It was not a dance voluptuous or obscene. It was a solemn dance of statuesque attitudes, and flowing flexures, and ceremonious pauses. Very like was it to some ritualistic dance of the sacerdotal dancing boys of the Cathedral of Toledo. And yet there was in it a taint of sorcery and demonolatry.
She stooped at the water's edge to dip therein her hands. Dancing on, she shook a few drops of water from her finger tips down upon the flames. Smoke arose, a gust of smoke for each trinity of drops. The while her eyes remained fixed and vacant and she danced slowly, she chanted a sort of weird incantation in the gerigonza of the Zincali.
Her voice was very low and came as with great effort. This was the rigmarole she chanted, translated from the Romany, which is descended from the Sanskrit and which it much resembles:
"To the Mountain of Olives one morning I hied,
Three little black goats before me I spied,
Those three little goats on three cars I laid,
Black cheeses three from their milk I made;
The one I bestow on the lodestone of power,
That save me it may from all ills that lower;
The second to Mary Padilla[1] I give,
And to all the witch hags about her that live;
The third I reserve for Asmodeus[2] lame,
That fetch me he may whatever I name."
The rhythm of that solemn dance grew ever more sprightly. Her languor dropped from her like a discarded shift. Faster and faster her brown bare feet beat the sands. She leaped ecstatically in air. Suddenly the dance ended in a whirl of exaltation. Then, for a long minute, she stood like one petrified, like a statue sculptured in onyx, her brown arms upflung, her face uplifted and sublimated. And in the voice of a demoniac, she screamed:
"Oh, el buen Baron! O Asmodeus the Lame! Send an evil upon the arrogant head of the stripling Quesada, he who tore the heart from my virgin breast and then ground it beneath his heel as though it were a ball of dung! Accursed was the salt placed in his mouth in the church when he was baptized, the vile Busno! He is too disdainful of me, too contemptuous! Send a black evil upon him and his, O Asmodeus! O Apollyon! By the three black little goats and the three black little cheeses, I invoke you!
"Humble him, break his heart of arrogant cold granite by making those he loves most fondly fall into fevers and die like flies in a frost! Send an evil of hideous disease upon those about him! Make those about him fall ill of horrid discharges and cramps of the stomach; then weaken them by causing them to vomit a gray pasty whey; then turn their bodies to blue and purple, and then let them die within twelve or twenty-four hours!
"Break his spirit as my father breaks the spirit of a proud black stallion, O Asmodeus the Lame! Do this for thy handmaid and votaress, do this for Caste Sonacai, known to the Busne as Paquita, the child of Flammenco Chorolengro, hetman of the clan of Barolengro and count of the people of Zend!"

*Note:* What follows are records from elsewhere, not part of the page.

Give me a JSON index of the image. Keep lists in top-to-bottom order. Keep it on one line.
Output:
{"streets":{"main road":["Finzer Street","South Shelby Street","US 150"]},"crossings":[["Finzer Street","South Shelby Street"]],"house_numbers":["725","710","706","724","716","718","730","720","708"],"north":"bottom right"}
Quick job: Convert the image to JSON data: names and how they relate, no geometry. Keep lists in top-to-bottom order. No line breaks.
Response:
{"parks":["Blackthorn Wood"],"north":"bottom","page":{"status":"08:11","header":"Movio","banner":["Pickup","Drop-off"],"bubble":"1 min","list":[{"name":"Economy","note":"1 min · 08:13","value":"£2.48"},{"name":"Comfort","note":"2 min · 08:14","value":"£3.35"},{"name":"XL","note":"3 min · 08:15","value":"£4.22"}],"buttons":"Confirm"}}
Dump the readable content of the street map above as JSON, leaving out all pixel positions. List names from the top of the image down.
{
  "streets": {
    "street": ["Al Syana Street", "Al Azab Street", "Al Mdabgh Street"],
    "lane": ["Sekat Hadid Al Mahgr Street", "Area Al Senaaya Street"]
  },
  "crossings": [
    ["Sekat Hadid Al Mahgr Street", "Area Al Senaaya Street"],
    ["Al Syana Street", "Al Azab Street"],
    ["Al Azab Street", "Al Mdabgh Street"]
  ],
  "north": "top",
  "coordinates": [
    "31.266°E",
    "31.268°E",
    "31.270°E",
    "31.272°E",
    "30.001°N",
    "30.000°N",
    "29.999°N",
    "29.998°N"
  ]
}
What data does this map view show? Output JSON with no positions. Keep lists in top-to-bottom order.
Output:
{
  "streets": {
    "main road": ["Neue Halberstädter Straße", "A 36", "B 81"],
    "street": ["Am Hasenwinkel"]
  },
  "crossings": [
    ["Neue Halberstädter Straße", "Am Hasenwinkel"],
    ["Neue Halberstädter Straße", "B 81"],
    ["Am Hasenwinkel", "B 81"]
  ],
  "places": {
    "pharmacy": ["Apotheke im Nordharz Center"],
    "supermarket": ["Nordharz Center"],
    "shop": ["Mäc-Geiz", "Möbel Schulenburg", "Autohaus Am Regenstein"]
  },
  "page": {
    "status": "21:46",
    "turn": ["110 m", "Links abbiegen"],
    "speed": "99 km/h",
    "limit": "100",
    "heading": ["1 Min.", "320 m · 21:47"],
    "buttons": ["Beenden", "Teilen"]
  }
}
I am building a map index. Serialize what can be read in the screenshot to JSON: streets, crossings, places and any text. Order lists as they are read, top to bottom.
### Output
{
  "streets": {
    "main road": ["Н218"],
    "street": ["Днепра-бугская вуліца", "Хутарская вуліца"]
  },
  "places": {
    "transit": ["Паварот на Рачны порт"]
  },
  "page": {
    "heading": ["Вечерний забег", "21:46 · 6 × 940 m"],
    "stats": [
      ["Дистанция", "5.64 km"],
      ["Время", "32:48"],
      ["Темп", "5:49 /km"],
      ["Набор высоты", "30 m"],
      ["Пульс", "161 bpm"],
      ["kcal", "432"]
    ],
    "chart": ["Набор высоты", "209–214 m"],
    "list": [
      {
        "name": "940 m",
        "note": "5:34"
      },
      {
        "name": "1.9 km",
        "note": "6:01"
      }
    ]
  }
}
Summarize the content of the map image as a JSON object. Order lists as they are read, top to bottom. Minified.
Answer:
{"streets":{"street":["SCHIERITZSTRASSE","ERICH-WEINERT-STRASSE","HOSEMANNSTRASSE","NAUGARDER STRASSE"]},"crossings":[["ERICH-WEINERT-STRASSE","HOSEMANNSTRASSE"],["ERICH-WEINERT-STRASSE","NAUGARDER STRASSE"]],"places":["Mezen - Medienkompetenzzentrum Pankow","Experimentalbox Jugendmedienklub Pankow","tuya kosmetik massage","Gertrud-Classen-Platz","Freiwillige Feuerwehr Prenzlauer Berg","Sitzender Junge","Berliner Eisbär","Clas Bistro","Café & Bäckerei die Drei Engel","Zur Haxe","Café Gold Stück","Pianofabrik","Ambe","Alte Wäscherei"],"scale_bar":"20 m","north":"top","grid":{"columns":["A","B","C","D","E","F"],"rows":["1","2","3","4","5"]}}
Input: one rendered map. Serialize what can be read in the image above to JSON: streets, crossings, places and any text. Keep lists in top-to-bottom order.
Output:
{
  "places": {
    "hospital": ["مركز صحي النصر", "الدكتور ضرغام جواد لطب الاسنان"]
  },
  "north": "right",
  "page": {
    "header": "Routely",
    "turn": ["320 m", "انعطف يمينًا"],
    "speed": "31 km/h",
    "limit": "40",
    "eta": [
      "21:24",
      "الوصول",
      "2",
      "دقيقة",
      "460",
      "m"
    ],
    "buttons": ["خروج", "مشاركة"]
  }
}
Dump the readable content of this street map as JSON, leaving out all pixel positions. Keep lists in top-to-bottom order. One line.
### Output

You must know that the Gypsies of Spain practice a magic of two kinds. Their magic of the first kind is compounded of pure bunkum and fraud. Always in public do they practice this charlatanry and upon gullible Gentiles whom they hope to hocus-pocus and swindle out of a few pesetas. When they tell a buena ventura, or fortune, by crossing the dupe's palm with a piece of the dupe's gold, this is the sort of arrant nonsense they practice. The Hokkano Baro, the Great Trick, is another of their thieves' devices. The Ustilar Pastesas and the Chiving Drao are still others. In not one of the swindling tricks mentioned do they use any true clairvoyancy or authentic warlockry; it is all sleight-of-hand and humbuggery. At this kind of magic the Gypsies laugh loudest themselves.
Those who in public practice magic in order to hoodwink others, always practice in secret another sort of magic which they consider the true magic, and in which they devoutly believe. This is dogma. Did not the priests of ancient Egypt make magic in public to the cat-headed god Bast, the bull Ptah, and the lioness Sakhmi whom they despised as images of stone and machinery, but to whom they salaamed that the ignorant rabble might continue to be hoodwinked? And did not those same priests make magic in secret to the one true God? Thus with the Gypsies. In secret they practice another and second kind of sorcery which they believe in with a fanatic faith!